Flood victims heard from class action lawyers Maurice Blackburn at a public meeting held at the Ipswich Showgrounds.
Flood victims heard from class action lawyers Maurice Blackburn at a public meeting held at the Ipswich Showgrounds. David Nielsen

Flood victims urged not to rush

FLOOD victims are being urged to hold off signing up for a class action against the state, with more legal firms expected to make offers in coming weeks.

The call for patience come after legal firm Maurice Blackburn held meetings in Ipswich and Fernvale at the weekend to garner interest for a class action law suit funded by IMF Australia.

Fernvale flood victim Brad Zanow, a member of Flood Affected Businesses and Homes, said more law firms may put together group actions.

Mr Zanow's business, Zanow's Sand and Gravel, is situated in Fernvale, and water takes just two hours to pass the site when released from Wivenhoe Dam.

Last year's floods tore through his property.

He said playing the waiting game was key for all those left searching for remittance from the Queensland Government.

"Maurice Blackburn has suggested they want to get as many people to sign up as possible. All we want to do is let people know there are other options," he said.

"There are other class action lawyers that are waiting until the inquiry has handed down their findings.

"There are no deadlines to be met at the moment and there is a fair amount of time before anyone has to sign. We have plenty of time to evaluate each law firm."
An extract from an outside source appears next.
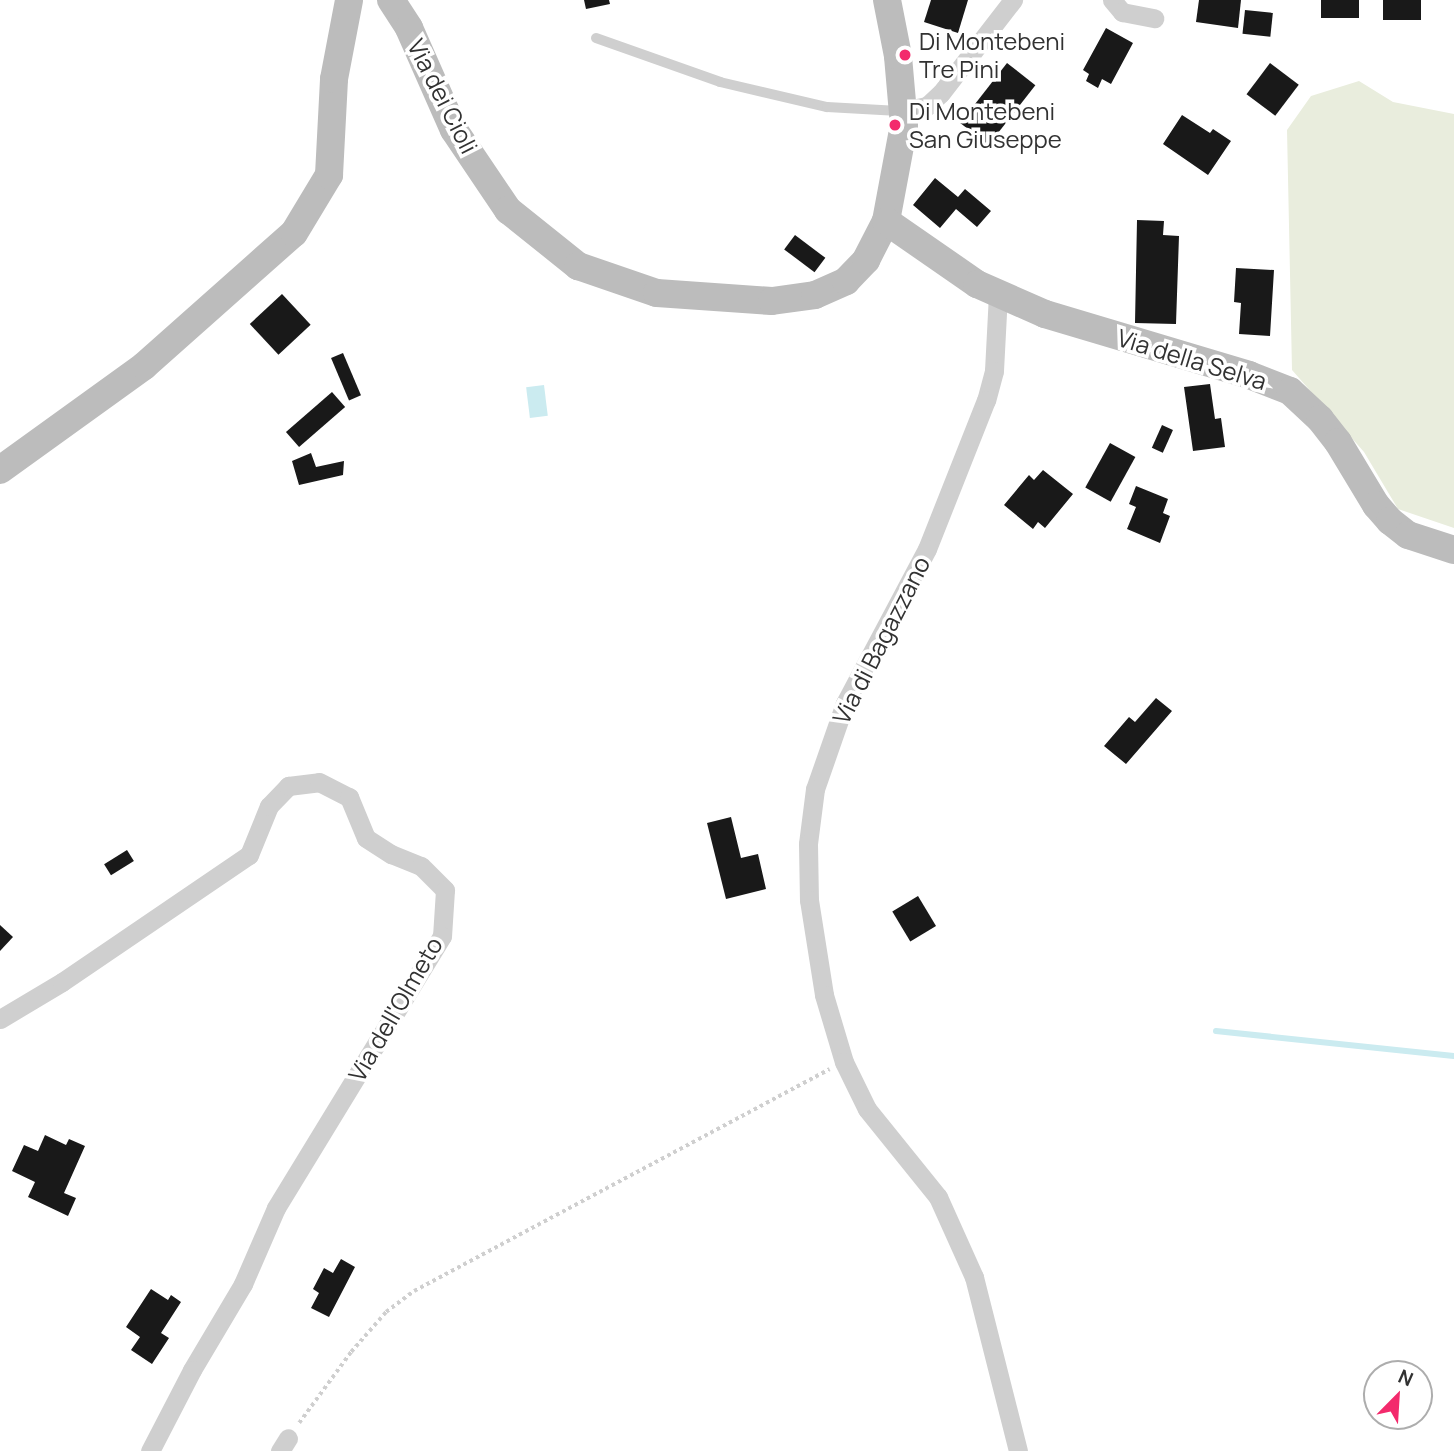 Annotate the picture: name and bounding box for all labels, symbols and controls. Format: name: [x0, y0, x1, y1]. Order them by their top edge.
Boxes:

Maurice Blackburn and IMF Australia told flood victims at Saturday's meeting that fees from a successful law suit could reach 30% of the total payout.

Mr Zanow said any flood victims who have signed the Maurice Blackburn agreement could back out of the deal before the 21-day cooling off period ended.

"My opinion is anyone who has signed up should exercise the cooling off period and sit back and wait," Mr Zanow said.

"Everybody has time."

Flood Affected Businesses and Homes spokesman David Stark backed Mr Zanow's advice.

Mr Stark said with a possible change of government on the horizon, it was too early to be locked into the first available option.

"I'm sure many people would have signed up thinking 65 cents in the dollar is better than nothing and I don't want to miss out," he said.

The Queensland Flood Inquiry is set to hand down its findings tomorrow.